Q&A with Rolf Reinema, Chief Information Security Officer and Chief Product & Solution Security Officer, Siemens Global

•Rolf, is it not a bit strange that we are in a situation that we cannot really distinguish by the tools if things are ‘right’ or ‘wrong’ but only by the context? Meaning should we not work on a next generation internet and new protocols instead of trying to do the impossible: securing a protocol that is insecure by default? (pass on the packet)

In my view complexity is the enemy of security, i.e. the more complex a system is the more difficult it is to protect it. For the challenges we face today and those in the future, we need new security paradigms, driven by the fact that systems are getting more open and more interconnected. Of course one could say that we need totally new systems and completely new infrastructures, both with built-in security. However, the real world is not that easy, particularly when one looks into the industrial world where products have much longer life-cycles than in the IT world. That means that particularly in the industrial world, in the future we’ll have to deal with a lot of legacy/brownfield equipment. That doesn’t mean that we shouldn’t start to think about and implement new approaches today to be more secure in the future, but it does means that we will continue to face challenges with brownfield in the years to come.

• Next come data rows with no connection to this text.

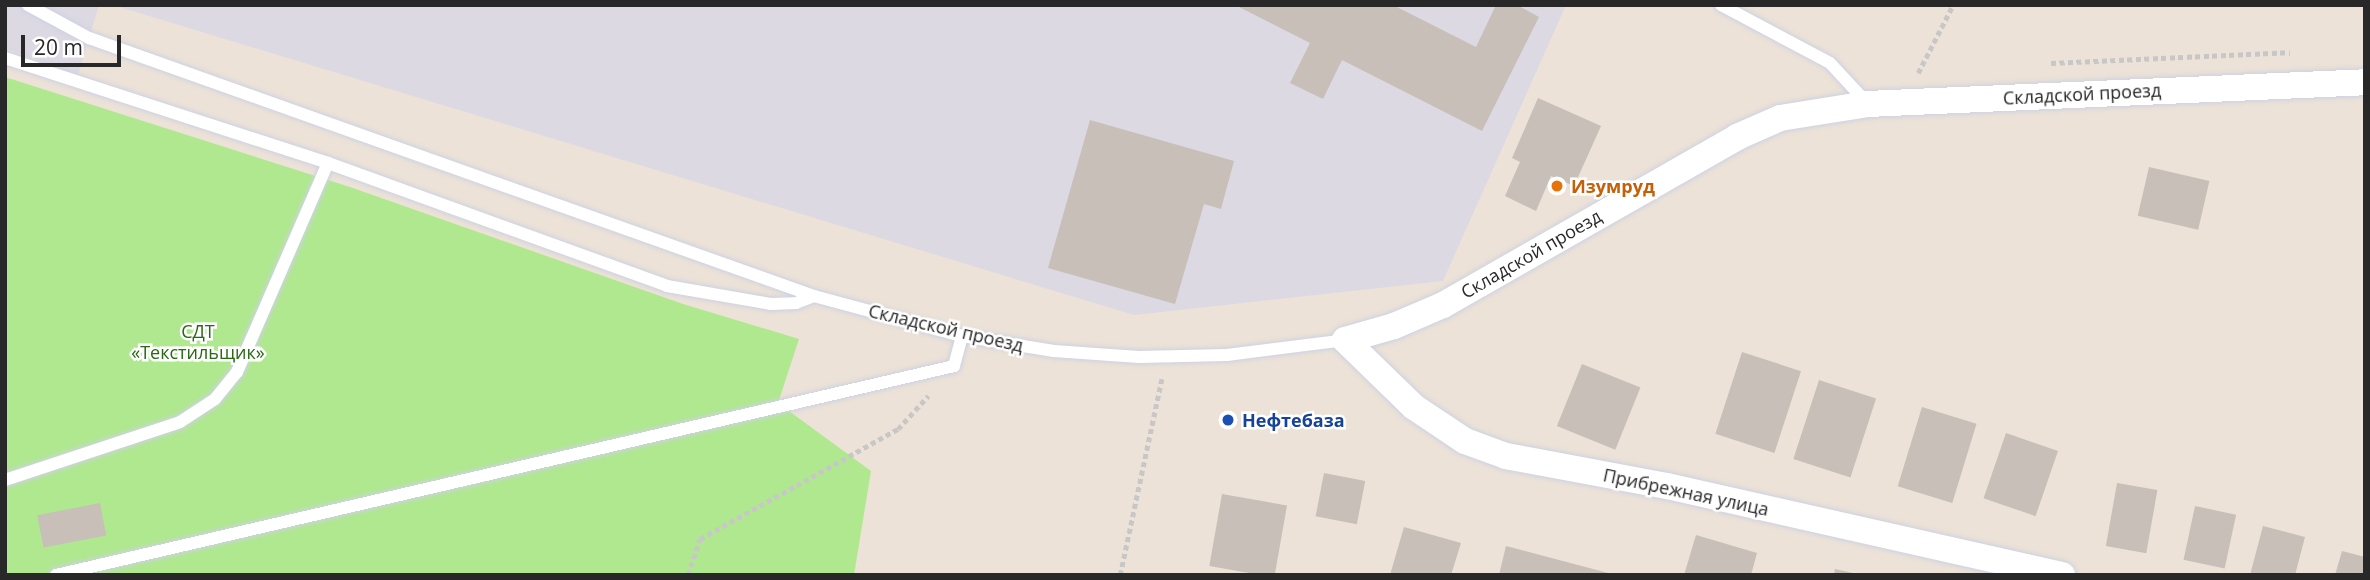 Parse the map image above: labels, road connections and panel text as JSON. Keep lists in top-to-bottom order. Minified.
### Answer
{"streets":{"street":["Складской проезд","Прибрежная улица"]},"crossings":[["Складской проезд","Прибрежная улица"]],"parks":["СДТ «Текстильщик»"],"places":["Изумруд","Нефтебаза"],"scale_bar":"20 m"} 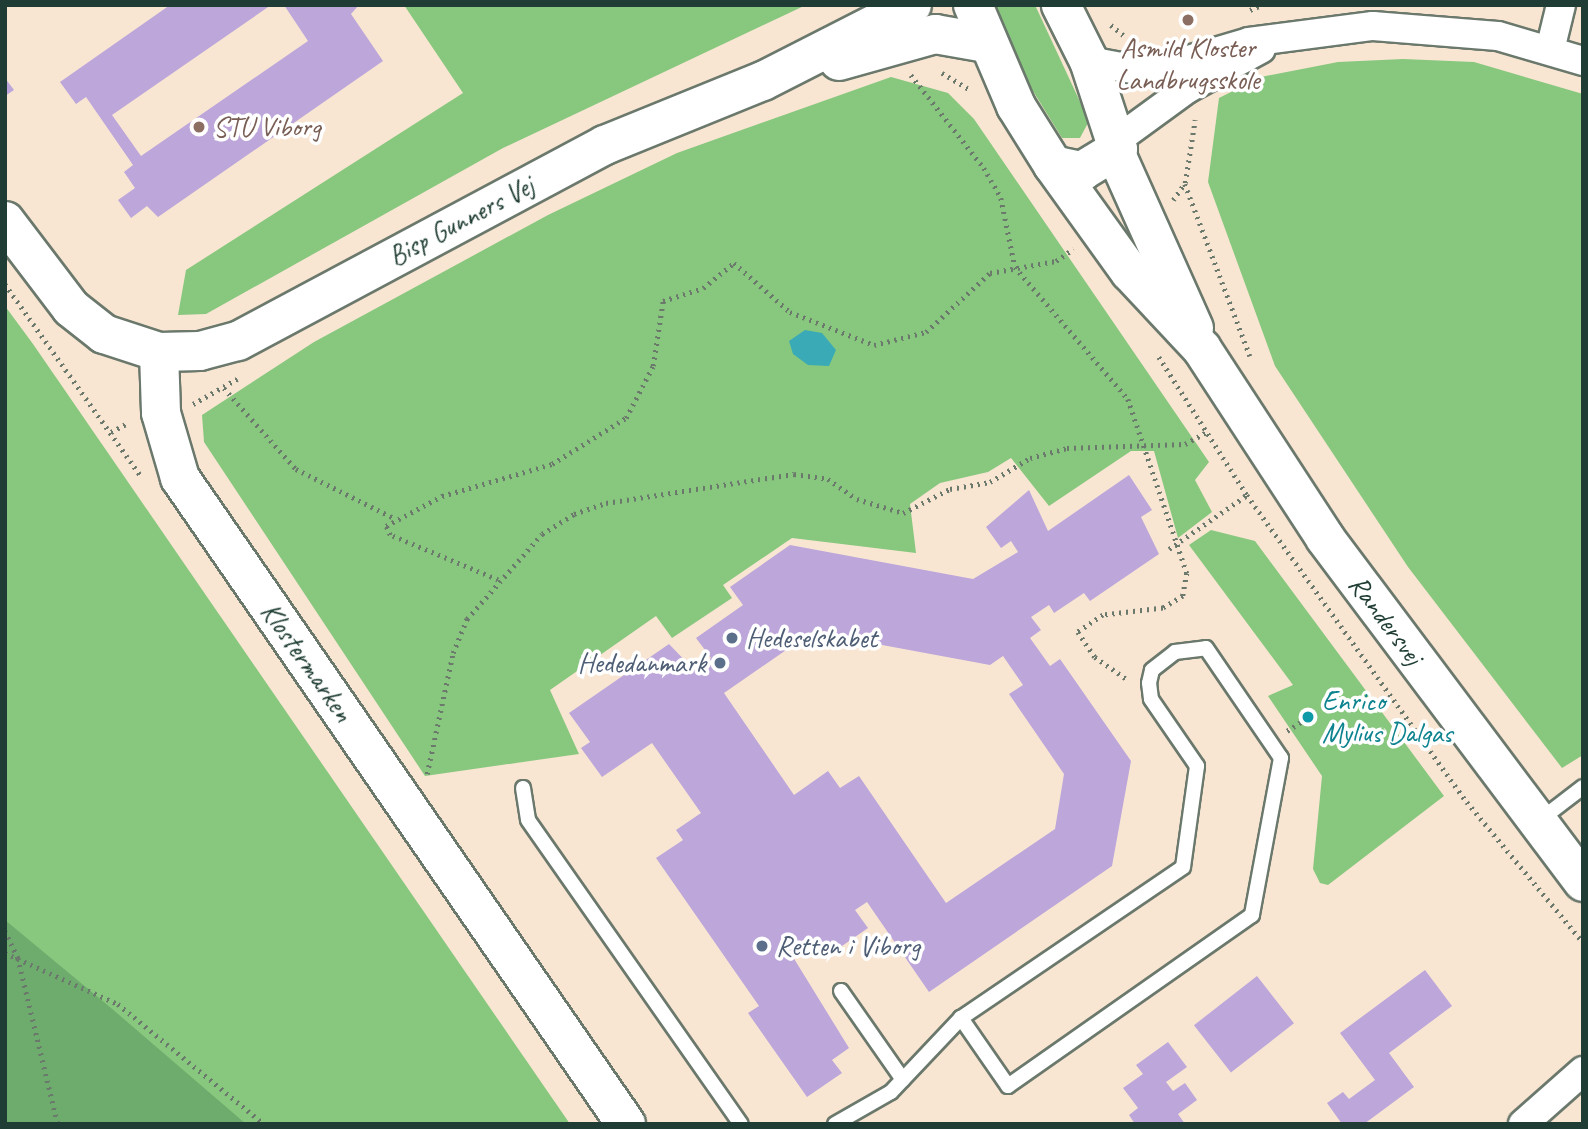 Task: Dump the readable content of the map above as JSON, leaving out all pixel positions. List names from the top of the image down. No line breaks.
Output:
{"streets":{"street":["Bisp Gunners Vej","Randersvej","Klostermarken"]},"crossings":[["Bisp Gunners Vej","Randersvej"],["Bisp Gunners Vej","Klostermarken"]],"places":["Asmild Kloster Landbrugsskole","STU Viborg","Hedeselskabet","Hededanmark","Enrico Mylius Dalgas","Retten i Viborg"]} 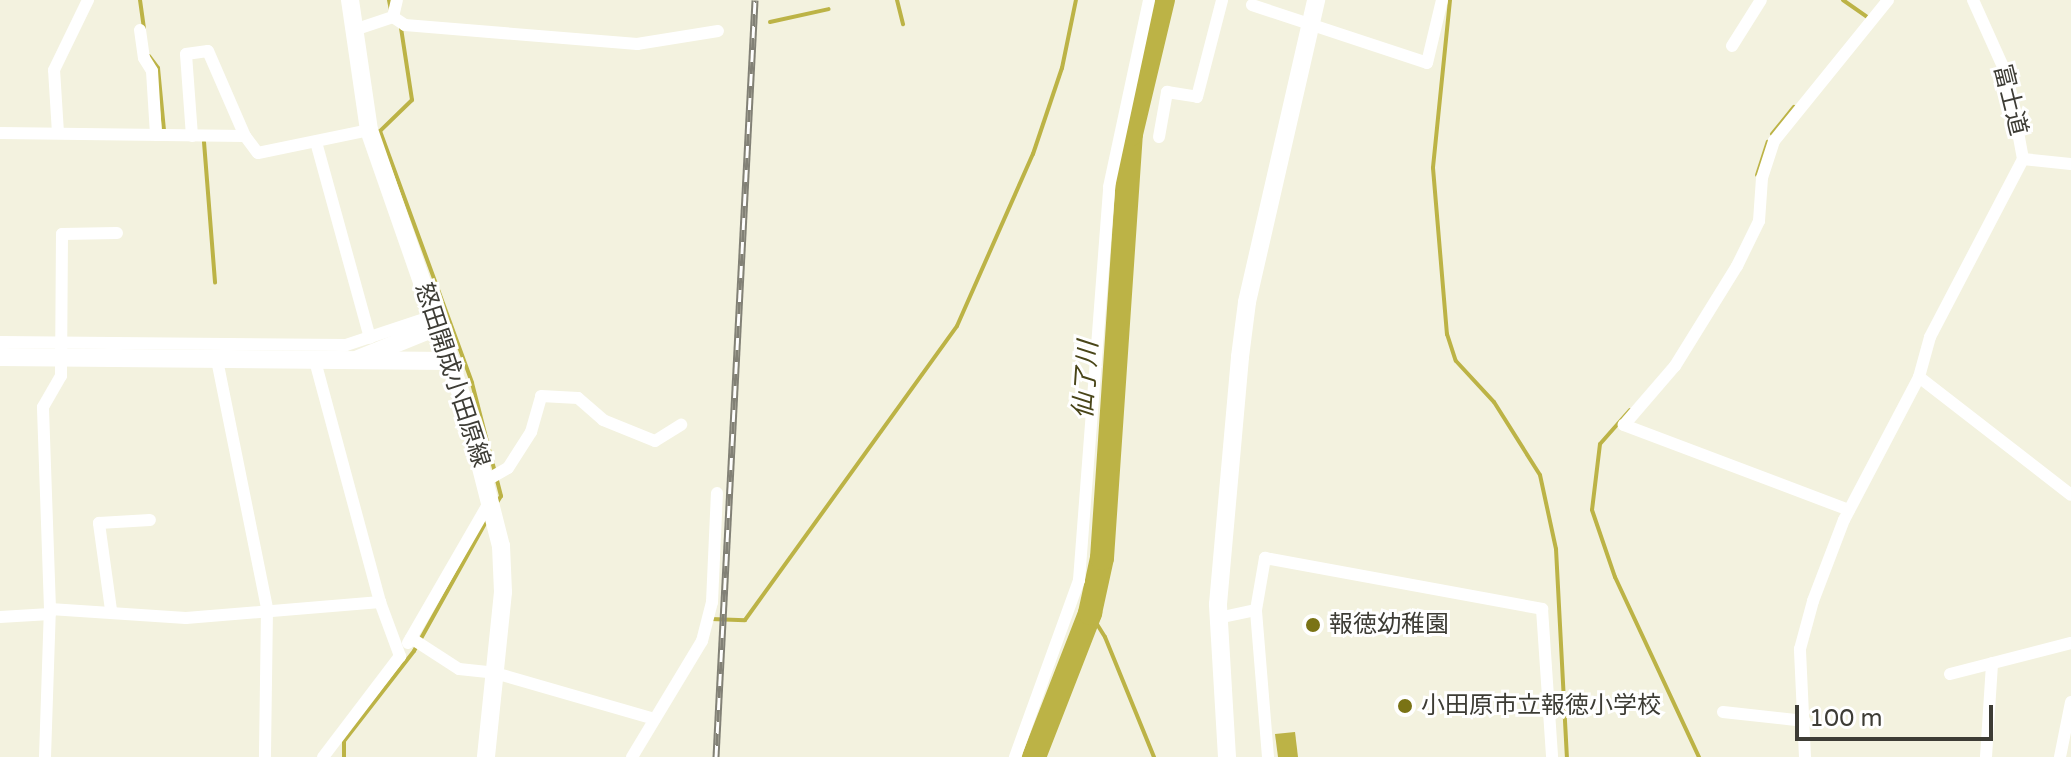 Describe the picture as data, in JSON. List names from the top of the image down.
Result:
{
  "streets": {
    "street": ["富士道", "怒田開成小田原線"]
  },
  "water": ["仙了川"],
  "places": ["報徳幼稚園", "小田原市立報徳小学校"],
  "scale_bar": "100 m"
}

•How important is it to have even a temporary ‘closure’ of an online threat, even if you know that the next one is on its way?

Attacks have become quite fast and are changing quickly. However, not everybody is going to be hit by each threat or attack wave or campaign in the same manner. So, one could bury his head in the sand or try to implement tools and processes that he is not being hit by each and every wave in the same fashion. In my view it is key to implement a continuous improvement process, analyzing after each wave what went well and where to improve. Over time this will make one stronger, even if the cat and mouse game with attackers will not go away.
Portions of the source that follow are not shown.